======== Given records

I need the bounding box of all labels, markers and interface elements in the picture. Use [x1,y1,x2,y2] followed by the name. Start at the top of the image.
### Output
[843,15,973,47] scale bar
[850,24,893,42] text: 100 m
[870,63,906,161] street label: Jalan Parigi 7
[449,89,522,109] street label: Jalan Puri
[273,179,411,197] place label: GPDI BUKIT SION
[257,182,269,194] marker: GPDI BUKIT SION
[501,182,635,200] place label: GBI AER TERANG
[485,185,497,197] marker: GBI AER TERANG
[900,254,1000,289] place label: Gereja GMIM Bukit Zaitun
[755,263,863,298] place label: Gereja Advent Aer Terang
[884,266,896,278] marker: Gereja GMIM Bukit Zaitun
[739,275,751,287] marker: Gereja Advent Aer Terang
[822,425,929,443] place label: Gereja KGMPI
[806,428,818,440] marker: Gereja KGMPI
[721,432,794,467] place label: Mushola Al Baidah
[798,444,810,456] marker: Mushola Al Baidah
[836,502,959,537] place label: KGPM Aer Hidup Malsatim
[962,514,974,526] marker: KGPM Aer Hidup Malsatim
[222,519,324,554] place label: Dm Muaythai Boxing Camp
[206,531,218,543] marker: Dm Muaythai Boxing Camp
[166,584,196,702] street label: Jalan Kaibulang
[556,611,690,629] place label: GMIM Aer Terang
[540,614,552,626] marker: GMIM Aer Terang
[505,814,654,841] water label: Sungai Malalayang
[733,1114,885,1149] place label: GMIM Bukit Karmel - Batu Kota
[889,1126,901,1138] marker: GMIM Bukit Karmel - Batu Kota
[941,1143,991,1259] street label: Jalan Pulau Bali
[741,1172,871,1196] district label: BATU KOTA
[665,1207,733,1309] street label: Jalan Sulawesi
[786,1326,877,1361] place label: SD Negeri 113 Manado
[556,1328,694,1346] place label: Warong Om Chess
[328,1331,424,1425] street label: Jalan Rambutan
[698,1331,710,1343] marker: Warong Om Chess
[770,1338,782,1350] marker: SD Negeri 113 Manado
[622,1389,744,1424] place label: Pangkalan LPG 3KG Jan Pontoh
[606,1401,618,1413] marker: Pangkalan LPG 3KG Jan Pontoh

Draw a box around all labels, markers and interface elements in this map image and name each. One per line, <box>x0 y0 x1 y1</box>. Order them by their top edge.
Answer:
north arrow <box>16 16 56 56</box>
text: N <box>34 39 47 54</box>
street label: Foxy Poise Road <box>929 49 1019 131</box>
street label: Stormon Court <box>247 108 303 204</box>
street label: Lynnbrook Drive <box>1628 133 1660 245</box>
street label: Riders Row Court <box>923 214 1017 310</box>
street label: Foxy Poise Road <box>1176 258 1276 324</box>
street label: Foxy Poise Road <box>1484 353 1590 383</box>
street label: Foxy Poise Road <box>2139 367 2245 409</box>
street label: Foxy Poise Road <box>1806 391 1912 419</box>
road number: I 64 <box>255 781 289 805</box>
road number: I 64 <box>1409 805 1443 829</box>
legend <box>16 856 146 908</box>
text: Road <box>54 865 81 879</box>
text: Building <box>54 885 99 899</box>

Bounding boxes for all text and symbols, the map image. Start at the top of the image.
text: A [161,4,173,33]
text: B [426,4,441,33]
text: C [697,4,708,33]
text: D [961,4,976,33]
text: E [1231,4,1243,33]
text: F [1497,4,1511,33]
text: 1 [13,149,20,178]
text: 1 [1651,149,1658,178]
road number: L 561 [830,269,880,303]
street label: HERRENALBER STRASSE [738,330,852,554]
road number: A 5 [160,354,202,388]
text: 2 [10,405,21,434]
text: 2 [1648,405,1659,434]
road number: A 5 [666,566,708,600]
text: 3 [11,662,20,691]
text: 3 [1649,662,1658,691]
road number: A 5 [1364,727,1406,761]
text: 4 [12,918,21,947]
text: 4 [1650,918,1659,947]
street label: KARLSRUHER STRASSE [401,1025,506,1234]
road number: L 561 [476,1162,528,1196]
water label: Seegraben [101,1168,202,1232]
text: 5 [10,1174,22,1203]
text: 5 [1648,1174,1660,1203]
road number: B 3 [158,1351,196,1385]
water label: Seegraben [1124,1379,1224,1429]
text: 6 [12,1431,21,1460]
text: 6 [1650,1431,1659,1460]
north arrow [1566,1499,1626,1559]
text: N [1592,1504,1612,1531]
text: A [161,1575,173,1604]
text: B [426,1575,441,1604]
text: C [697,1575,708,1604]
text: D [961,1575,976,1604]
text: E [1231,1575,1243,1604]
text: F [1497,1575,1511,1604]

================

**Task statement:**
Please restate the whole listing word for word.

**Output of the task:**
I need the bounding box of all labels, markers and interface elements in the picture. Use [x1,y1,x2,y2] followed by the name. Start at the top of the image.
### Output
[843,15,973,47] scale bar
[850,24,893,42] text: 100 m
[870,63,906,161] street label: Jalan Parigi 7
[449,89,522,109] street label: Jalan Puri
[273,179,411,197] place label: GPDI BUKIT SION
[257,182,269,194] marker: GPDI BUKIT SION
[501,182,635,200] place label: GBI AER TERANG
[485,185,497,197] marker: GBI AER TERANG
[900,254,1000,289] place label: Gereja GMIM Bukit Zaitun
[755,263,863,298] place label: Gereja Advent Aer Terang
[884,266,896,278] marker: Gereja GMIM Bukit Zaitun
[739,275,751,287] marker: Gereja Advent Aer Terang
[822,425,929,443] place label: Gereja KGMPI
[806,428,818,440] marker: Gereja KGMPI
[721,432,794,467] place label: Mushola Al Baidah
[798,444,810,456] marker: Mushola Al Baidah
[836,502,959,537] place label: KGPM Aer Hidup Malsatim
[962,514,974,526] marker: KGPM Aer Hidup Malsatim
[222,519,324,554] place label: Dm Muaythai Boxing Camp
[206,531,218,543] marker: Dm Muaythai Boxing Camp
[166,584,196,702] street label: Jalan Kaibulang
[556,611,690,629] place label: GMIM Aer Terang
[540,614,552,626] marker: GMIM Aer Terang
[505,814,654,841] water label: Sungai Malalayang
[733,1114,885,1149] place label: GMIM Bukit Karmel - Batu Kota
[889,1126,901,1138] marker: GMIM Bukit Karmel - Batu Kota
[941,1143,991,1259] street label: Jalan Pulau Bali
[741,1172,871,1196] district label: BATU KOTA
[665,1207,733,1309] street label: Jalan Sulawesi
[786,1326,877,1361] place label: SD Negeri 113 Manado
[556,1328,694,1346] place label: Warong Om Chess
[328,1331,424,1425] street label: Jalan Rambutan
[698,1331,710,1343] marker: Warong Om Chess
[770,1338,782,1350] marker: SD Negeri 113 Manado
[622,1389,744,1424] place label: Pangkalan LPG 3KG Jan Pontoh
[606,1401,618,1413] marker: Pangkalan LPG 3KG Jan Pontoh

Draw a box around all labels, markers and interface elements in this map image and name each. One per line, <box>x0 y0 x1 y1</box>. Order them by their top edge.
Answer:
north arrow <box>16 16 56 56</box>
text: N <box>34 39 47 54</box>
street label: Foxy Poise Road <box>929 49 1019 131</box>
street label: Stormon Court <box>247 108 303 204</box>
street label: Lynnbrook Drive <box>1628 133 1660 245</box>
street label: Riders Row Court <box>923 214 1017 310</box>
street label: Foxy Poise Road <box>1176 258 1276 324</box>
street label: Foxy Poise Road <box>1484 353 1590 383</box>
street label: Foxy Poise Road <box>2139 367 2245 409</box>
street label: Foxy Poise Road <box>1806 391 1912 419</box>
road number: I 64 <box>255 781 289 805</box>
road number: I 64 <box>1409 805 1443 829</box>
legend <box>16 856 146 908</box>
text: Road <box>54 865 81 879</box>
text: Building <box>54 885 99 899</box>

Bounding boxes for all text and symbols, the map image. Start at the top of the image.
text: A [161,4,173,33]
text: B [426,4,441,33]
text: C [697,4,708,33]
text: D [961,4,976,33]
text: E [1231,4,1243,33]
text: F [1497,4,1511,33]
text: 1 [13,149,20,178]
text: 1 [1651,149,1658,178]
road number: L 561 [830,269,880,303]
street label: HERRENALBER STRASSE [738,330,852,554]
road number: A 5 [160,354,202,388]
text: 2 [10,405,21,434]
text: 2 [1648,405,1659,434]
road number: A 5 [666,566,708,600]
text: 3 [11,662,20,691]
text: 3 [1649,662,1658,691]
road number: A 5 [1364,727,1406,761]
text: 4 [12,918,21,947]
text: 4 [1650,918,1659,947]
street label: KARLSRUHER STRASSE [401,1025,506,1234]
road number: L 561 [476,1162,528,1196]
water label: Seegraben [101,1168,202,1232]
text: 5 [10,1174,22,1203]
text: 5 [1648,1174,1660,1203]
road number: B 3 [158,1351,196,1385]
water label: Seegraben [1124,1379,1224,1429]
text: 6 [12,1431,21,1460]
text: 6 [1650,1431,1659,1460]
north arrow [1566,1499,1626,1559]
text: N [1592,1504,1612,1531]
text: A [161,1575,173,1604]
text: B [426,1575,441,1604]
text: C [697,1575,708,1604]
text: D [961,1575,976,1604]
text: E [1231,1575,1243,1604]
text: F [1497,1575,1511,1604]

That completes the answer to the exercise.